Dundrum Shopping Centre has been hampered for years by a shortage of car-parking space. Castlethorn is expected to seek planning permission for a multi-storey car-park, which would allow the owners to increase the volume of retail space and perhaps provide offices or other facilities on part of the site. The complex occupies a site of 4.2 acres, with frontage on to the main street in Dundrum. A second frontage and access will be developed on to a new relief road due to be completed at the back of the centre in 2002.
Alan Bradley of Jones Lang Wootton, who is handling the sale of the centre for the Irish Pension Fund Property Unit Trust, said he was not in a position to comment at this stage.
Castlethorn is to commission a feasibility study on the various commercial options open to it. One way or another, the centre is likely to be upgraded and enlarged.
The current rent of £805,148 is expected to rise to around £1 million when reviews are completed. The principal anchors, Tesco and Penneys, account for nearly one-third of total income. Their leases have about nine years to run.
The other main tenants include Ulster Bank, Bewleys, Lifestyle, A-Wear and the EBS. The centre was developed by businessman Charlie Kenny in 1971 and sold to IPFPUT six years later. It has 90,247 sq ft of retail space on two levels, comprising a supermarket, department store and 35 shop units. There is also a three-storey office block with 6,270 sq ft and surface car-parking for 350 cars.

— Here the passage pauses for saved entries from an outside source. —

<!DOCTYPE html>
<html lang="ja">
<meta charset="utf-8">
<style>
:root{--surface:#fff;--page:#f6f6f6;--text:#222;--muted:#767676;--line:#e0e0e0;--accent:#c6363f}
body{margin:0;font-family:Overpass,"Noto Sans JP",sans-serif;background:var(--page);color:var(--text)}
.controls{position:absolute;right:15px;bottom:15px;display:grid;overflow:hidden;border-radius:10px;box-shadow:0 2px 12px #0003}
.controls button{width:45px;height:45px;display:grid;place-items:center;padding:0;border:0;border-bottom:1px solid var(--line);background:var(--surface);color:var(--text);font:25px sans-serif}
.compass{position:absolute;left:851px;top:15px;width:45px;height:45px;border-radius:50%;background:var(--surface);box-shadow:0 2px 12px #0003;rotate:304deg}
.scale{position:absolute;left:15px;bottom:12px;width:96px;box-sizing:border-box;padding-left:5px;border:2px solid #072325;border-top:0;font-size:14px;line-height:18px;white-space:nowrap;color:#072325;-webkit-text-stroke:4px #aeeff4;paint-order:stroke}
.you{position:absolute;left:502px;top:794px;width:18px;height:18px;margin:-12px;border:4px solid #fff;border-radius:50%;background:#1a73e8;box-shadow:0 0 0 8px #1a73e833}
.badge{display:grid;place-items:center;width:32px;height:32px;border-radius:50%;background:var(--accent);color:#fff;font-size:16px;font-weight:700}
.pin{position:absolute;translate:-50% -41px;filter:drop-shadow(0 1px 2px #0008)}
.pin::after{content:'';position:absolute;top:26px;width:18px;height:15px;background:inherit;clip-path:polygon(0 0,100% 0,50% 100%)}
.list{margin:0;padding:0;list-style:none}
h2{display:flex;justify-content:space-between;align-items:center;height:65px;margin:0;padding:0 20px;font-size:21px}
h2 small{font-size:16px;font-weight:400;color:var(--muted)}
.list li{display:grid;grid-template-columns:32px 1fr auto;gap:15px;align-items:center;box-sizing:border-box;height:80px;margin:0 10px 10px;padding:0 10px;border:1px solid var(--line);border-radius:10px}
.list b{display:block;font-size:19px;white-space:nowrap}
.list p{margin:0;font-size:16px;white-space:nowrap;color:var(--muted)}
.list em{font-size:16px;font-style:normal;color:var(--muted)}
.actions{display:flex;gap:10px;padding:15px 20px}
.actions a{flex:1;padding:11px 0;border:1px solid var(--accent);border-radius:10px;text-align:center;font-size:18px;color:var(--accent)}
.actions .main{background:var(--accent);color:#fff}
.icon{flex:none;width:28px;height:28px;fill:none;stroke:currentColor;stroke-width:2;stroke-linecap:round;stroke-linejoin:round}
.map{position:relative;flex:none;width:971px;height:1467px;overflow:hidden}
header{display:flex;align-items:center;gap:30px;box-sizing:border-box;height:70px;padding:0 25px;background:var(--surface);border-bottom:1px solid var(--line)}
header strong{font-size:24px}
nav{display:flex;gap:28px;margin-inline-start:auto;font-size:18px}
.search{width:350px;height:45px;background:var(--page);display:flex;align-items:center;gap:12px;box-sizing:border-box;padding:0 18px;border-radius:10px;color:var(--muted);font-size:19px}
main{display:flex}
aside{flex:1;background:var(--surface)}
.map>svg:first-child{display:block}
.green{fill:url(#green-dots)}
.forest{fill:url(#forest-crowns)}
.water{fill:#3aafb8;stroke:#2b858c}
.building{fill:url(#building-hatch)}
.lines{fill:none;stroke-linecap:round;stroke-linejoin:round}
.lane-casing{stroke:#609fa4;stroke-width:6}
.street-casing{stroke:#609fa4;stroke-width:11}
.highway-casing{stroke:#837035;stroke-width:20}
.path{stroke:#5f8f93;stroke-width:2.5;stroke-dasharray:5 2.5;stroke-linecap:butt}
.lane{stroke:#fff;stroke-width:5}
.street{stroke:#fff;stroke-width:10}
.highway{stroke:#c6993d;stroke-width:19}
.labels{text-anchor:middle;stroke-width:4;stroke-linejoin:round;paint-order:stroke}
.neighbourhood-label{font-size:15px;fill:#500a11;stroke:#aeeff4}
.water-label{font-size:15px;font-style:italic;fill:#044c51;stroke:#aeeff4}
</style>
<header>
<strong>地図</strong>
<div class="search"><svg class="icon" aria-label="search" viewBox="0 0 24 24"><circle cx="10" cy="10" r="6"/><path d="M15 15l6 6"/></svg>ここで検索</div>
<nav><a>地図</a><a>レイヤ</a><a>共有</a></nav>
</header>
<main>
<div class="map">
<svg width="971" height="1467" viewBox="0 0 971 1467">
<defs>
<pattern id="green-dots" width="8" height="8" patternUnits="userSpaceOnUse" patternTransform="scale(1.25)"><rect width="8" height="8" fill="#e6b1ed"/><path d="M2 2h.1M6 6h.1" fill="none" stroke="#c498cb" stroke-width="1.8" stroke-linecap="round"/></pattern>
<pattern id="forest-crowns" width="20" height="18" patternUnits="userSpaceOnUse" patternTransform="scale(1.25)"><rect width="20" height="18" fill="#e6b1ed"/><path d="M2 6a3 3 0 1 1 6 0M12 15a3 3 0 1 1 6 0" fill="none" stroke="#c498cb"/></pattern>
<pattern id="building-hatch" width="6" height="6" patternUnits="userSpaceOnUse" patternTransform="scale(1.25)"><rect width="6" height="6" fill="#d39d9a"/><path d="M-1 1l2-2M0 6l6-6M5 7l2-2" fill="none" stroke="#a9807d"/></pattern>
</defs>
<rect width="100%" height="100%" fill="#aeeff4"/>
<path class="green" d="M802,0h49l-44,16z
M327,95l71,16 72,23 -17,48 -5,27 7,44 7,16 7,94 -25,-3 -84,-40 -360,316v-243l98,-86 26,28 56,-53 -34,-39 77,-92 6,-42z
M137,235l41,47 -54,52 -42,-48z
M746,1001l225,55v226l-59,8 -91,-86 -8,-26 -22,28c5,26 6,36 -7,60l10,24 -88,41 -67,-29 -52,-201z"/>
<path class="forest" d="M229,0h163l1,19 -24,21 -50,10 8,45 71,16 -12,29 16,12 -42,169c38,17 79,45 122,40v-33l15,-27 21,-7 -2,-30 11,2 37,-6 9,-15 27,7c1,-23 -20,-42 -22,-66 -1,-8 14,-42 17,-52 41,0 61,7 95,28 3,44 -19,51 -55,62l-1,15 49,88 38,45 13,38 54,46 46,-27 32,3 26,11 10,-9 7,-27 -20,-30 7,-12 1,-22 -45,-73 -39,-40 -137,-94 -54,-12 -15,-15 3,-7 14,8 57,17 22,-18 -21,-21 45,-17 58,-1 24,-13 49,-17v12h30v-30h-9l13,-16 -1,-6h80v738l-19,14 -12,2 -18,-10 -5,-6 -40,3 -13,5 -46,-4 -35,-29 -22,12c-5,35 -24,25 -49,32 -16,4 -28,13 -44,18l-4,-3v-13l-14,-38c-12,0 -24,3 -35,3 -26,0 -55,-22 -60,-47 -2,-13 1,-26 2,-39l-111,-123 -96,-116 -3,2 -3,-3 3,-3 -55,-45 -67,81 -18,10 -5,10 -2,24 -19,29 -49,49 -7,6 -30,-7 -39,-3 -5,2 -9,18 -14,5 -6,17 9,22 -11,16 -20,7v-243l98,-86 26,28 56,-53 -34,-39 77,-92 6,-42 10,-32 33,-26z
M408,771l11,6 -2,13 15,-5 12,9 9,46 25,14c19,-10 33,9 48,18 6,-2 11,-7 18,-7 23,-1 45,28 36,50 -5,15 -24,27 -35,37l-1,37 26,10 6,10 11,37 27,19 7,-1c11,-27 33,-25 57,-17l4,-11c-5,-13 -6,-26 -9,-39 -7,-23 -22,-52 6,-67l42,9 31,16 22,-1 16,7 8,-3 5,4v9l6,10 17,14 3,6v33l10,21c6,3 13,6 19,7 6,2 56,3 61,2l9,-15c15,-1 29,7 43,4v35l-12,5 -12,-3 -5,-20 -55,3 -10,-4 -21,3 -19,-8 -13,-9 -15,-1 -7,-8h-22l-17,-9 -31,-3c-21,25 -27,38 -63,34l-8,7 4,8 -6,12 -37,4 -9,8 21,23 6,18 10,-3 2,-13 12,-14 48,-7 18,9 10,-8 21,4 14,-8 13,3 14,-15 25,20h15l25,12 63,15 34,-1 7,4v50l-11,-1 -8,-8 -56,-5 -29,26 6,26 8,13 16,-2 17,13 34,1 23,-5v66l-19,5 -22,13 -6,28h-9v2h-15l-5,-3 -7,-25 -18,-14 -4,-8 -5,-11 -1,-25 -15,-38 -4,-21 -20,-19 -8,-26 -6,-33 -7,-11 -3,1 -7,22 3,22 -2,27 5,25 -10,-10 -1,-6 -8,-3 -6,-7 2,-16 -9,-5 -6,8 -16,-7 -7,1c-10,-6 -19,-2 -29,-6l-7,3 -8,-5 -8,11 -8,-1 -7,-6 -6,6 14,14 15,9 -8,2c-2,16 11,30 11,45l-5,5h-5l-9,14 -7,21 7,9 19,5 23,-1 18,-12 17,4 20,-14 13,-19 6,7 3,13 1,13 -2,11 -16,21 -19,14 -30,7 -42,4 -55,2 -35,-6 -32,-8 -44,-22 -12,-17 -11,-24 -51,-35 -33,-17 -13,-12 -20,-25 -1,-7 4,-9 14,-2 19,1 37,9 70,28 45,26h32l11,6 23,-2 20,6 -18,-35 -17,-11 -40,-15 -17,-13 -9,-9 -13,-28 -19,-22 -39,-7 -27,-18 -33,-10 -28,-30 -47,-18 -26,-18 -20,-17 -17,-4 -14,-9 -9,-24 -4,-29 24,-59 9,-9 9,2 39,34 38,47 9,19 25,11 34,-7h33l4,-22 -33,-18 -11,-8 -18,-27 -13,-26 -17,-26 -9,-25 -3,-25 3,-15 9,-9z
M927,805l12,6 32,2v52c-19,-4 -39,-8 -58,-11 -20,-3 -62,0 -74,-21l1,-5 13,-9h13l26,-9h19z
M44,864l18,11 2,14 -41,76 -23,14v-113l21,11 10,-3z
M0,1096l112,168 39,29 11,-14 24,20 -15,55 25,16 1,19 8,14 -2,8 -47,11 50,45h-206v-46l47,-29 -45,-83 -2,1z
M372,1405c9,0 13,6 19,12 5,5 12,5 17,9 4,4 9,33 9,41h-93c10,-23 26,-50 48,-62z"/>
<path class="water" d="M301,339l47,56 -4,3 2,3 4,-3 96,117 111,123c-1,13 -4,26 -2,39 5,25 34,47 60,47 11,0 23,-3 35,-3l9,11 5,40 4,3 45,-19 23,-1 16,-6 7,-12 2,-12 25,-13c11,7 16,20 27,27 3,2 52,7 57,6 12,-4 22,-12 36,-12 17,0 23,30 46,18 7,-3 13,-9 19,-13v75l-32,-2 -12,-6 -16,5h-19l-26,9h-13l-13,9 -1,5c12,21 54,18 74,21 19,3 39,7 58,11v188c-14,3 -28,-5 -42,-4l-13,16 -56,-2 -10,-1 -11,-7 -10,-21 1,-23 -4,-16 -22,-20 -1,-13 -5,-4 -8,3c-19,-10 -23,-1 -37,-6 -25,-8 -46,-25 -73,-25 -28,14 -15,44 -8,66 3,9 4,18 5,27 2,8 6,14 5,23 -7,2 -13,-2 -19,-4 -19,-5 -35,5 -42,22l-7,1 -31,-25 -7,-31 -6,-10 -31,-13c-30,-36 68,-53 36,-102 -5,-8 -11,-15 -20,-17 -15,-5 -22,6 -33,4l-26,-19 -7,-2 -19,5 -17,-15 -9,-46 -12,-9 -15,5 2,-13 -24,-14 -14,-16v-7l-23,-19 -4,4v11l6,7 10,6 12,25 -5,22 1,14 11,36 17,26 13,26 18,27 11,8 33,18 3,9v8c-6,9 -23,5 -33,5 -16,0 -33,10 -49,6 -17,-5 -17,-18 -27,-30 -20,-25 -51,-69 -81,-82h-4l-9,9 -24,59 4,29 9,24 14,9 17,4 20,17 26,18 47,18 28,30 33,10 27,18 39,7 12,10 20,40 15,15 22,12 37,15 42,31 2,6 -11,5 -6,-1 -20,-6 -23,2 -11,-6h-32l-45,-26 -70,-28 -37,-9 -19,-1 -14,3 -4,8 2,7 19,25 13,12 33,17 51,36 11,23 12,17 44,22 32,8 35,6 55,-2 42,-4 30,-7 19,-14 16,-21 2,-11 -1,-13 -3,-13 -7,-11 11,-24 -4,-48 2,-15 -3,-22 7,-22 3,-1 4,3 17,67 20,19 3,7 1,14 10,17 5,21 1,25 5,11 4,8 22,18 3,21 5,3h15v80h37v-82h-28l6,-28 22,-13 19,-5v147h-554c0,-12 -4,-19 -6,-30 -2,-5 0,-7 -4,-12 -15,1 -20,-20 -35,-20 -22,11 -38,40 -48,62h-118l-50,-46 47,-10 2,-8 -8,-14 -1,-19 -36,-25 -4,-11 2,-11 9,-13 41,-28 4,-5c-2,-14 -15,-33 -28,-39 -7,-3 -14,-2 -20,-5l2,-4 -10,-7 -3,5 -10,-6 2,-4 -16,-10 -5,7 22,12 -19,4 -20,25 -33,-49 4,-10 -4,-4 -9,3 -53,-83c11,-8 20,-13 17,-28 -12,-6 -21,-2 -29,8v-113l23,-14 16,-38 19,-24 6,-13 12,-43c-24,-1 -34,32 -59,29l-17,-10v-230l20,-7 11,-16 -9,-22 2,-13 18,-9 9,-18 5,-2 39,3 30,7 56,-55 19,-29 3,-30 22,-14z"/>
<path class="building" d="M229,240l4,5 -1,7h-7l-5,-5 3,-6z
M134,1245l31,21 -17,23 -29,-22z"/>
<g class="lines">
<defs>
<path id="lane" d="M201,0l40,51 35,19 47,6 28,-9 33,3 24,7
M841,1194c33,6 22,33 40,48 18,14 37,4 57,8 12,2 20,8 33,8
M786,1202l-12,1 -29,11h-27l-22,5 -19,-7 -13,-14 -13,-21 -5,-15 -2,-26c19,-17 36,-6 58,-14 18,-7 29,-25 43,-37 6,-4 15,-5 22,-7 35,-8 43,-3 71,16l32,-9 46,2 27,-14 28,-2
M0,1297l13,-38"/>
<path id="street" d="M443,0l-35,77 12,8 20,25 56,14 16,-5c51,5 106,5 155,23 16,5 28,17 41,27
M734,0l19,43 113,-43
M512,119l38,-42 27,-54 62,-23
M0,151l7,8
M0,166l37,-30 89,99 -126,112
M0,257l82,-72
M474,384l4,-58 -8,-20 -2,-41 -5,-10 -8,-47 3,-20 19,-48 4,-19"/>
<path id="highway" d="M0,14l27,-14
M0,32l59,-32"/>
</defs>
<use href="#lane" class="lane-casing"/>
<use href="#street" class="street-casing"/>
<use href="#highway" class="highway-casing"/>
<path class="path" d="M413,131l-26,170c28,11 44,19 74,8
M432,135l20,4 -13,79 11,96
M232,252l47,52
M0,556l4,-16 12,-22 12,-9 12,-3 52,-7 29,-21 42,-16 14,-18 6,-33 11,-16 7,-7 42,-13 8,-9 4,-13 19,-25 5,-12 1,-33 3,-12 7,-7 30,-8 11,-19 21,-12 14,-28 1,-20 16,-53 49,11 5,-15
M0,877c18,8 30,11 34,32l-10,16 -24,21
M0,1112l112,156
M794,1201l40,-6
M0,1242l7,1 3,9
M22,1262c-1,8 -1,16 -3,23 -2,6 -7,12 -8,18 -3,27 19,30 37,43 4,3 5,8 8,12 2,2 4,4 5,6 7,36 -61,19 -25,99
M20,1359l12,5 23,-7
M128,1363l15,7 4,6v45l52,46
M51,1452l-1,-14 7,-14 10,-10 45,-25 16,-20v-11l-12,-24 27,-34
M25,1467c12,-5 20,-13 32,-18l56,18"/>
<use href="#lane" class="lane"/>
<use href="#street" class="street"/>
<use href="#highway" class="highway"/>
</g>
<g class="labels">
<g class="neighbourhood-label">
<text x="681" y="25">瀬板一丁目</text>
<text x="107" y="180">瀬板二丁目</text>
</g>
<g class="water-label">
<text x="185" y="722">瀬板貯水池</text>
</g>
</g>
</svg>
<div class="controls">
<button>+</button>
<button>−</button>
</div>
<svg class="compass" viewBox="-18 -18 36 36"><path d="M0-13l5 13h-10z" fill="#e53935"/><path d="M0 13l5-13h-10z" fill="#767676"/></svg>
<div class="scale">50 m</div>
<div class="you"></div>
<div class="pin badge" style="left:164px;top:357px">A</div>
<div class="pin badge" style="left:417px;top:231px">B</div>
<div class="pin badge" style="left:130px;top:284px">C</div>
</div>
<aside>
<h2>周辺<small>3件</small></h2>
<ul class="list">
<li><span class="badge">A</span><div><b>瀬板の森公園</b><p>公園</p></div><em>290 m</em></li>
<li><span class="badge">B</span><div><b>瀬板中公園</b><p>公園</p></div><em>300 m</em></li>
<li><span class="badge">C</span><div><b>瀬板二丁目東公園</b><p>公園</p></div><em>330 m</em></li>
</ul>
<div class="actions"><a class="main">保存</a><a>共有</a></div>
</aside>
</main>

The main town centre in Dundrum will undergo major changes if An Bord Pleanala ratifies the planning permission already granted to Castlethorn for a £190 million complex on the opposite side of the village. RGDATA, representing shopkeepers, has lodged a planning appeal against the decision along with the Eastern Fishery Board, which objects to diverting the River Slang, a tributary of the Dodder.
The scheme will also include a 150-bedroom hotel, a multiplex cinema, a range of leisure and social facilities and a multi-storey car-park for 3,000 cars. Planning permission has already been granted for a 350,000 sq ft shopping centre, roughly the same size as the Jervis Centre in the city. Tesco will be the anchor tenant with 45,000 sq ft. Marks & Spencer is also interested in taking 50,000 sq ft to fulfil a long standing ambition for a major outlet in one of Dublin's most affluent south Dublin suburbs.
The new town centre will have two more anchor units of around 25,000 sq ft each, one a department store. There will also be around 100 unit shops.